◆ Records for this exercise ◆
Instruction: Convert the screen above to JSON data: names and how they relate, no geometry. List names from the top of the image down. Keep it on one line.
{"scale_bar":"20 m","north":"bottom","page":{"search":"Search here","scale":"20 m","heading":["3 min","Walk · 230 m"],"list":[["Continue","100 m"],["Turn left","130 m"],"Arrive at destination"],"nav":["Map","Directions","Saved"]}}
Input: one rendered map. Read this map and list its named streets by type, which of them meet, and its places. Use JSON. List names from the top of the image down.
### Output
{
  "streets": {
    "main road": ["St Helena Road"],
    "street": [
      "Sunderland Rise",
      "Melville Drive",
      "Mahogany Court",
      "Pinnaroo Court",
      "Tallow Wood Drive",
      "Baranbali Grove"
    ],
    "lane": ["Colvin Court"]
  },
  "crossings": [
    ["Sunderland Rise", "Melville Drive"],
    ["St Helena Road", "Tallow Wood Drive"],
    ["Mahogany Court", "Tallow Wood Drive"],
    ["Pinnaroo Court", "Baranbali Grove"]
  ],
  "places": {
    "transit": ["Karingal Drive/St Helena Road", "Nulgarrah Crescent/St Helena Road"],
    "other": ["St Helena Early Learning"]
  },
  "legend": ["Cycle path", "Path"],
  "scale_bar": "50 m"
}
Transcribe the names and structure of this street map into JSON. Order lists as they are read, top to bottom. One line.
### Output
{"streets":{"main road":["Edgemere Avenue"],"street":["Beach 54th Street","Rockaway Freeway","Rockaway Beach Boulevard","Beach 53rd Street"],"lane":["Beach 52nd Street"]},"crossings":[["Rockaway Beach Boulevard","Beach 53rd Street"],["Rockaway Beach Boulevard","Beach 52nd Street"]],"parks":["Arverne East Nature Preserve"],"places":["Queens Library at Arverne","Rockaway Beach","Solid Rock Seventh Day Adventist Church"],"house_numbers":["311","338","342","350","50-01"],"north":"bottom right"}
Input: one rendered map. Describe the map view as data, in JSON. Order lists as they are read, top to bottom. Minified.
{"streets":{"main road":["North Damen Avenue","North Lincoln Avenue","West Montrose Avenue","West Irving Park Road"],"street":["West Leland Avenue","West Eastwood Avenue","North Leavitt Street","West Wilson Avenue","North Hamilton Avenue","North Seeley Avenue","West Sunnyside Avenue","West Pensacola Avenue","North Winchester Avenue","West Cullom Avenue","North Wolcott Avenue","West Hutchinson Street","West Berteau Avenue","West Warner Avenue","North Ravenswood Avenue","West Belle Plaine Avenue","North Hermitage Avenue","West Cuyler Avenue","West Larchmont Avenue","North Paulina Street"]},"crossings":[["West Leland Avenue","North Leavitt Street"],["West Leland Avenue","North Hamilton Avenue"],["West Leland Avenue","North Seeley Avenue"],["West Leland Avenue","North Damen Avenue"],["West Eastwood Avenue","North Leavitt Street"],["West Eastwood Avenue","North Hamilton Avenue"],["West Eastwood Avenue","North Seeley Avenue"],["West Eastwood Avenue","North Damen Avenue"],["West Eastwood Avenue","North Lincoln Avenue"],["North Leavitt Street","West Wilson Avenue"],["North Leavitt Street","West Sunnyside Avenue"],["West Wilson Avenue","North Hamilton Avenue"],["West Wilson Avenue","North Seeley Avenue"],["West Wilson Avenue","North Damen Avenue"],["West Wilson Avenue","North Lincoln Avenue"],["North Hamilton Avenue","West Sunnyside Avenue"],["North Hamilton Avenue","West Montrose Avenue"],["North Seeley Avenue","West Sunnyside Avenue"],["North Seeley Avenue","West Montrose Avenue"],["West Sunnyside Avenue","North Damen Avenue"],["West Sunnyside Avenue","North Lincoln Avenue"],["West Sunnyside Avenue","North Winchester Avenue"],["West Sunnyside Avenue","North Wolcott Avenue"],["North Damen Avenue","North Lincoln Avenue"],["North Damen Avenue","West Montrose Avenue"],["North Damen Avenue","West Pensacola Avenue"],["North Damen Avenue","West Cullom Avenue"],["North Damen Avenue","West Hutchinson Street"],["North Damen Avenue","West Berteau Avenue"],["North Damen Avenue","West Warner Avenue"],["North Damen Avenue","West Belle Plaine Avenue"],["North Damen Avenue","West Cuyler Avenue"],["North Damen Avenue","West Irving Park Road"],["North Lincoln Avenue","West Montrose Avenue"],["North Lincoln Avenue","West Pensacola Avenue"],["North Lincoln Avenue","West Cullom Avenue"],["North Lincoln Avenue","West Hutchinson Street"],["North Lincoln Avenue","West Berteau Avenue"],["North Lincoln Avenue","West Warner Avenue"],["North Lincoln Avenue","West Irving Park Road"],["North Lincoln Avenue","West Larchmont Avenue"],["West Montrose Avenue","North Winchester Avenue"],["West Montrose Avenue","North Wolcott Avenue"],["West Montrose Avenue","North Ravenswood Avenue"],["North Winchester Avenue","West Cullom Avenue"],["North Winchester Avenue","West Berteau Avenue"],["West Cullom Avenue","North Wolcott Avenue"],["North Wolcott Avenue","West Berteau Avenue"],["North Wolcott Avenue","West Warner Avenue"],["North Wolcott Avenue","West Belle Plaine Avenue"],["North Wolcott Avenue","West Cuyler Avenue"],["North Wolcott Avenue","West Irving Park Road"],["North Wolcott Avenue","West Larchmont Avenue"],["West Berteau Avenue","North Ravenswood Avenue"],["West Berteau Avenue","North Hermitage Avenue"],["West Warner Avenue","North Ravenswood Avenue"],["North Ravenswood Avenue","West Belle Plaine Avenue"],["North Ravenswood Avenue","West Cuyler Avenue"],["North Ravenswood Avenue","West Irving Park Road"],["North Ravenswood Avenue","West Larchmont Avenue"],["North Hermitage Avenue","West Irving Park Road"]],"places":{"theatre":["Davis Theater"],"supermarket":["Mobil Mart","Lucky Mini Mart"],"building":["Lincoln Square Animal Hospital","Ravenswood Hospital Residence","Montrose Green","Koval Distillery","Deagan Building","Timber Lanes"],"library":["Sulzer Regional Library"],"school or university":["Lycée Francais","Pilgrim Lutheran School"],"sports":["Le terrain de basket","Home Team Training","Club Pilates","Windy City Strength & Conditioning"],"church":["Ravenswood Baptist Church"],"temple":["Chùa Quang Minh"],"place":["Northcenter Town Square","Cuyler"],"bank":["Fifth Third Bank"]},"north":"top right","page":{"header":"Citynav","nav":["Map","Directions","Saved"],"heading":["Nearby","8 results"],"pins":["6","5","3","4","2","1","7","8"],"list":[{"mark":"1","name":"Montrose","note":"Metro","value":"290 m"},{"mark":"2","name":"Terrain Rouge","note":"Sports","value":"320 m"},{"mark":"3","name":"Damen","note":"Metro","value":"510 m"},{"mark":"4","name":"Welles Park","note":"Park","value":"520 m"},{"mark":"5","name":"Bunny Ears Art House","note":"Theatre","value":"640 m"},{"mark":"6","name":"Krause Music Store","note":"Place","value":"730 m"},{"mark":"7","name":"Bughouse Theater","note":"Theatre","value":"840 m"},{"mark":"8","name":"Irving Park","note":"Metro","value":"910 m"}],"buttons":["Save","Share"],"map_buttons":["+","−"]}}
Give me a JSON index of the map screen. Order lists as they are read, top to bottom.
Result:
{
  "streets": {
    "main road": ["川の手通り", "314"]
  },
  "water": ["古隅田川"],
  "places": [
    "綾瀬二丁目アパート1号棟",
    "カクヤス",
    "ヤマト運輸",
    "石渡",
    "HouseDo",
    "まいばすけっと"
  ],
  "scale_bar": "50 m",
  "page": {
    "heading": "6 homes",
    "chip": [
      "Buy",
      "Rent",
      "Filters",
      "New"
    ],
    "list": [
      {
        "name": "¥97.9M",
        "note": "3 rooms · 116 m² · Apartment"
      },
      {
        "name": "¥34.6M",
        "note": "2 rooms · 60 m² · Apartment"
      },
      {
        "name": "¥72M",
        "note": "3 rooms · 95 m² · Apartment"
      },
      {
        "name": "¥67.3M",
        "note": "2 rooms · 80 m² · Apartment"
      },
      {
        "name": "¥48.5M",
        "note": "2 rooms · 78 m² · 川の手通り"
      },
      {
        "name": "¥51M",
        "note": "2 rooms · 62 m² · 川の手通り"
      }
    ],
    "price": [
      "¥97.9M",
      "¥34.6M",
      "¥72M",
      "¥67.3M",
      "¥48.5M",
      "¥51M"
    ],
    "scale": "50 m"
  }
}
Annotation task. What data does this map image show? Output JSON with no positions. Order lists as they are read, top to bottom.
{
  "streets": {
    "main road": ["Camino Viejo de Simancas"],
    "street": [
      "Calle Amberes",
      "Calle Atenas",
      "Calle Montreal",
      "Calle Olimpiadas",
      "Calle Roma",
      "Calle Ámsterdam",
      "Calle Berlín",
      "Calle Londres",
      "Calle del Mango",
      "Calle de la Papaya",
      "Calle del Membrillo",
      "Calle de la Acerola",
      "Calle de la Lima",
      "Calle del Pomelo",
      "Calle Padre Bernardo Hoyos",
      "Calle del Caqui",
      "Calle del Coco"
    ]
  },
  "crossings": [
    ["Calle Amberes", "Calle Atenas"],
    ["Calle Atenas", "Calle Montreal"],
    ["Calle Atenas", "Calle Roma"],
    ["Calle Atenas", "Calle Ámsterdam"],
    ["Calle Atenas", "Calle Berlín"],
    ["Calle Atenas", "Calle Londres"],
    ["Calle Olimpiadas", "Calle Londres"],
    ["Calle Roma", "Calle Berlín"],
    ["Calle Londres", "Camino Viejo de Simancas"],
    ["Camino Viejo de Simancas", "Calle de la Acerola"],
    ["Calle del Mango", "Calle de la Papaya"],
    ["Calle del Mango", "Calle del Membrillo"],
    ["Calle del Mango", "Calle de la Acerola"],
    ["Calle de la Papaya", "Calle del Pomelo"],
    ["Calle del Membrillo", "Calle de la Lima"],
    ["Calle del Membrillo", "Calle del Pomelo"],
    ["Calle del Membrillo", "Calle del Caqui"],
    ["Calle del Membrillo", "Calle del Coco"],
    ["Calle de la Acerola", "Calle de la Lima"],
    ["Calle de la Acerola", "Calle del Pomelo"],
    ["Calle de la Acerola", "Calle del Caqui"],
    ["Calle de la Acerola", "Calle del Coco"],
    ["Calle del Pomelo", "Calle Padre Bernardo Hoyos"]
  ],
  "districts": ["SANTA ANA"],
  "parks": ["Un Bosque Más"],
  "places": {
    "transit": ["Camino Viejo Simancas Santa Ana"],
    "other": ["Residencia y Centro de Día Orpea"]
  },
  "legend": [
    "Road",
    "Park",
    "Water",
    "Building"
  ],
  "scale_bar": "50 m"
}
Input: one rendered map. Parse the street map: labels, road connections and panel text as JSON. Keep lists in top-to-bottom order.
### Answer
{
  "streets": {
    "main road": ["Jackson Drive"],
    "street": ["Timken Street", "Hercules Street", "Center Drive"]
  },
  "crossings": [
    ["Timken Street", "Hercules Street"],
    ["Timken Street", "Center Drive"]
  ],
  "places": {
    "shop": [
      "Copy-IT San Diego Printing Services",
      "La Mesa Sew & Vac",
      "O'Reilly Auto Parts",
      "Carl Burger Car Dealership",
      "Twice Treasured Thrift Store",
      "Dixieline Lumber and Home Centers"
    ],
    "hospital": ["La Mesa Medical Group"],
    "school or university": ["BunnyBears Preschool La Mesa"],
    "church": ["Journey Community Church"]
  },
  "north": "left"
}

◆ Exercise goal ◆
Beginning with the first line of the entries, repeat each line exactly until you have reproduced the one containing "Transcribe the names", and add nothing further.

◆ Completed exercise ◆
Instruction: Convert the screen above to JSON data: names and how they relate, no geometry. List names from the top of the image down. Keep it on one line.
{"scale_bar":"20 m","north":"bottom","page":{"search":"Search here","scale":"20 m","heading":["3 min","Walk · 230 m"],"list":[["Continue","100 m"],["Turn left","130 m"],"Arrive at destination"],"nav":["Map","Directions","Saved"]}}
Input: one rendered map. Read this map and list its named streets by type, which of them meet, and its places. Use JSON. List names from the top of the image down.
### Output
{
  "streets": {
    "main road": ["St Helena Road"],
    "street": [
      "Sunderland Rise",
      "Melville Drive",
      "Mahogany Court",
      "Pinnaroo Court",
      "Tallow Wood Drive",
      "Baranbali Grove"
    ],
    "lane": ["Colvin Court"]
  },
  "crossings": [
    ["Sunderland Rise", "Melville Drive"],
    ["St Helena Road", "Tallow Wood Drive"],
    ["Mahogany Court", "Tallow Wood Drive"],
    ["Pinnaroo Court", "Baranbali Grove"]
  ],
  "places": {
    "transit": ["Karingal Drive/St Helena Road", "Nulgarrah Crescent/St Helena Road"],
    "other": ["St Helena Early Learning"]
  },
  "legend": ["Cycle path", "Path"],
  "scale_bar": "50 m"
}
Transcribe the names and structure of this street map into JSON. Order lists as they are read, top to bottom. One line.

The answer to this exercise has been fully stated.